#### [Task to complete]
Repeat the data below exactly, dropping any pictures it holds.

#### [Exercise data]
'''

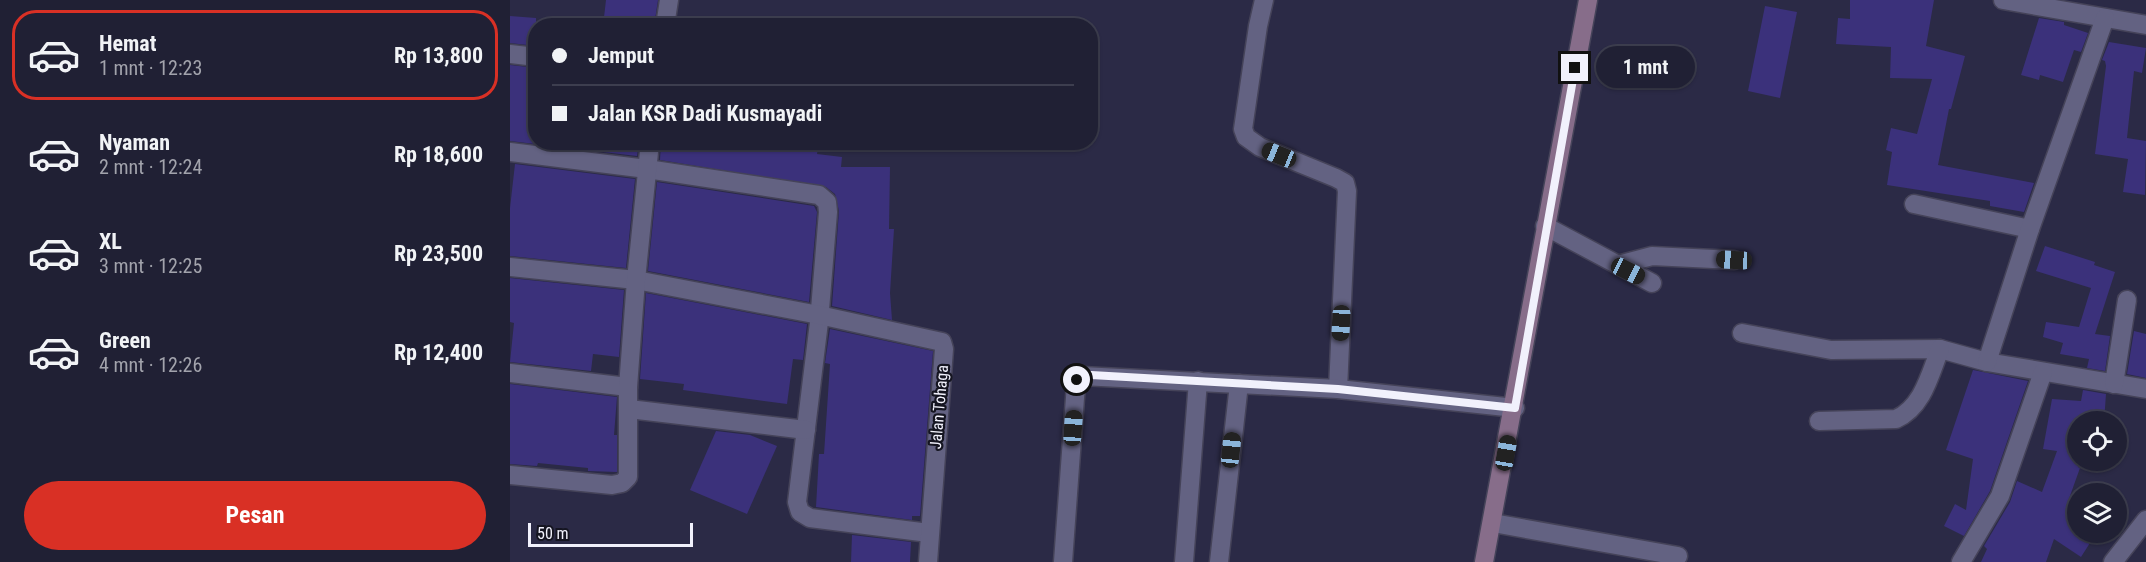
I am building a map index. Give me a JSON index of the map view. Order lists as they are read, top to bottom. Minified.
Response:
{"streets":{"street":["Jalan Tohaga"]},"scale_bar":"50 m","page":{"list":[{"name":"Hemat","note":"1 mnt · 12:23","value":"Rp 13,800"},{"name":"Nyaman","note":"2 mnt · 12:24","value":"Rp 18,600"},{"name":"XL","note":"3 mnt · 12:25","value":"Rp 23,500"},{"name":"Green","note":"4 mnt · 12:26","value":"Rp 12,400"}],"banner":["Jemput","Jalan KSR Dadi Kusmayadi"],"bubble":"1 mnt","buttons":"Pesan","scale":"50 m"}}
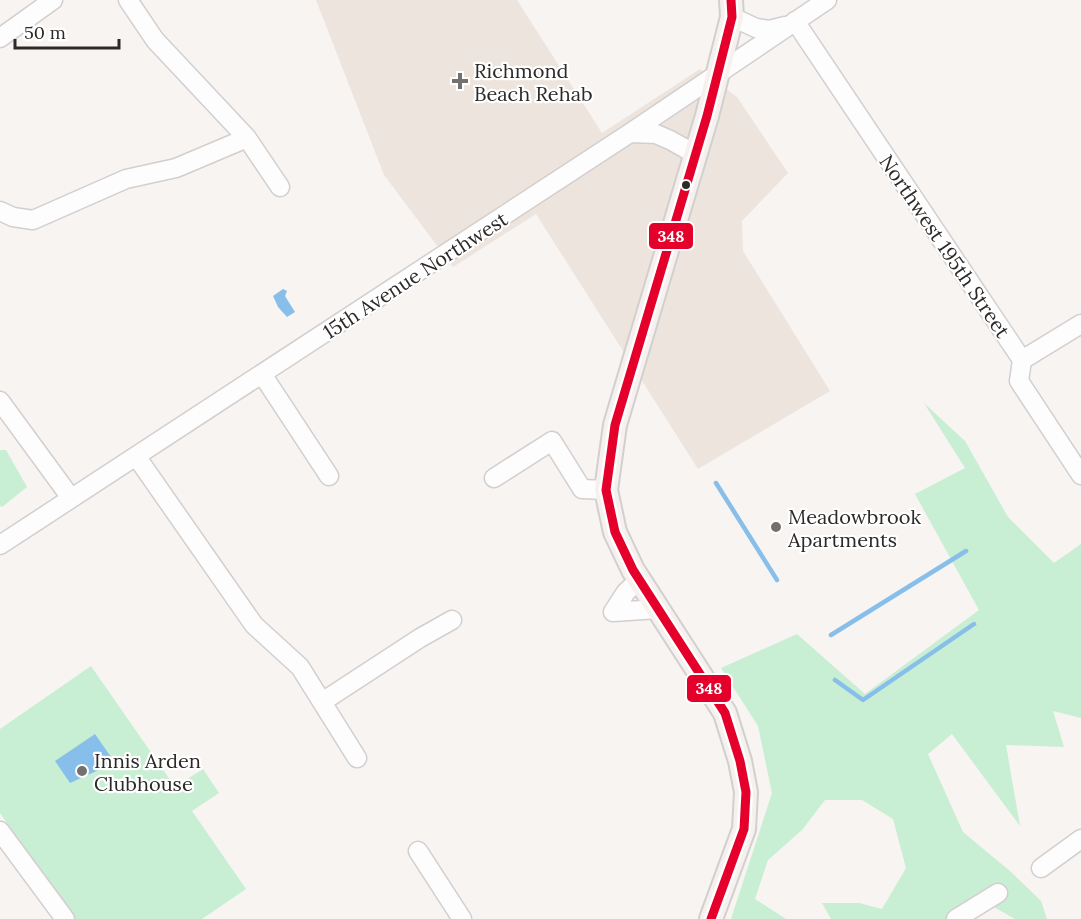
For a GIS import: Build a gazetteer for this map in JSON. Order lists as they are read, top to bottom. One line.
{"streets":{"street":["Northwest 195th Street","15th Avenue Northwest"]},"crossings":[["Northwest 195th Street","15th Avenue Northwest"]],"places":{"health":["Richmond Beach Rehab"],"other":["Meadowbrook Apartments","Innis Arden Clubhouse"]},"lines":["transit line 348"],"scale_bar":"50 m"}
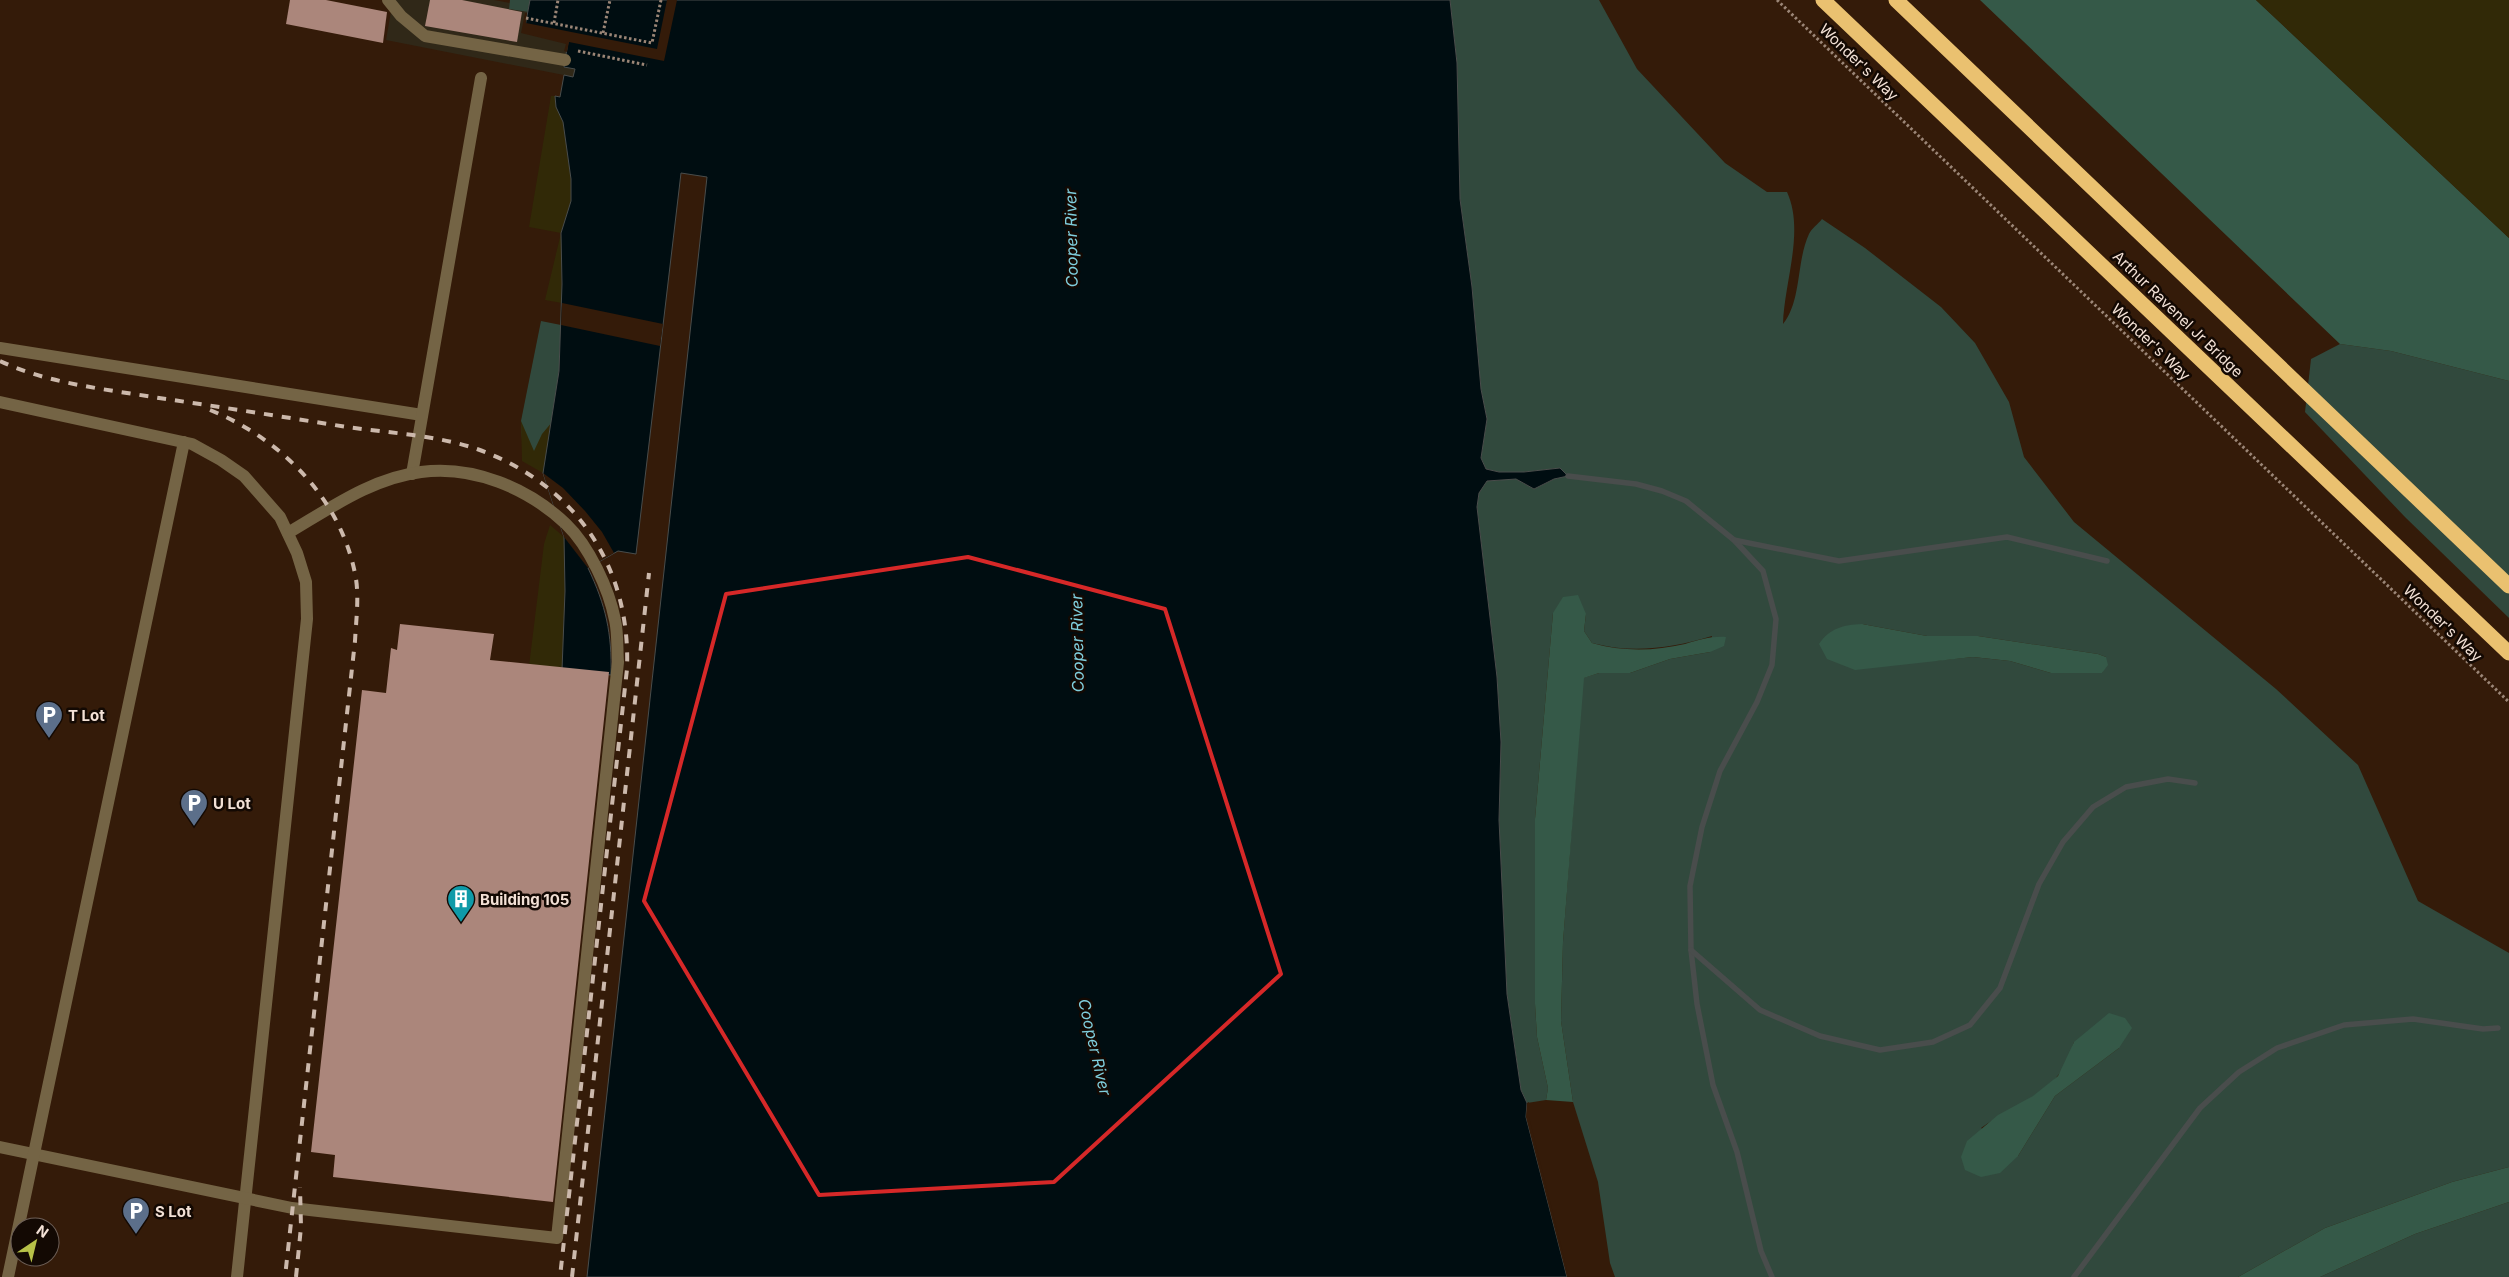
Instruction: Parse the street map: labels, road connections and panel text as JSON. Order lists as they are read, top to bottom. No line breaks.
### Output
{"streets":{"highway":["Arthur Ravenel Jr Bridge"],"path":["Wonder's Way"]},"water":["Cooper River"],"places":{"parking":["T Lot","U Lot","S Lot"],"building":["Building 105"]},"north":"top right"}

'''

#### [The answer]
I am building a map index. Give me a JSON index of the map view. Order lists as they are read, top to bottom. Minified.
Response:
{"streets":{"street":["Jalan Tohaga"]},"scale_bar":"50 m","page":{"list":[{"name":"Hemat","note":"1 mnt · 12:23","value":"Rp 13,800"},{"name":"Nyaman","note":"2 mnt · 12:24","value":"Rp 18,600"},{"name":"XL","note":"3 mnt · 12:25","value":"Rp 23,500"},{"name":"Green","note":"4 mnt · 12:26","value":"Rp 12,400"}],"banner":["Jemput","Jalan KSR Dadi Kusmayadi"],"bubble":"1 mnt","buttons":"Pesan","scale":"50 m"}}
For a GIS import: Build a gazetteer for this map in JSON. Order lists as they are read, top to bottom. One line.
{"streets":{"street":["Northwest 195th Street","15th Avenue Northwest"]},"crossings":[["Northwest 195th Street","15th Avenue Northwest"]],"places":{"health":["Richmond Beach Rehab"],"other":["Meadowbrook Apartments","Innis Arden Clubhouse"]},"lines":["transit line 348"],"scale_bar":"50 m"}
Instruction: Parse the street map: labels, road connections and panel text as JSON. Order lists as they are read, top to bottom. No line breaks.
### Output
{"streets":{"highway":["Arthur Ravenel Jr Bridge"],"path":["Wonder's Way"]},"water":["Cooper River"],"places":{"parking":["T Lot","U Lot","S Lot"],"building":["Building 105"]},"north":"top right"}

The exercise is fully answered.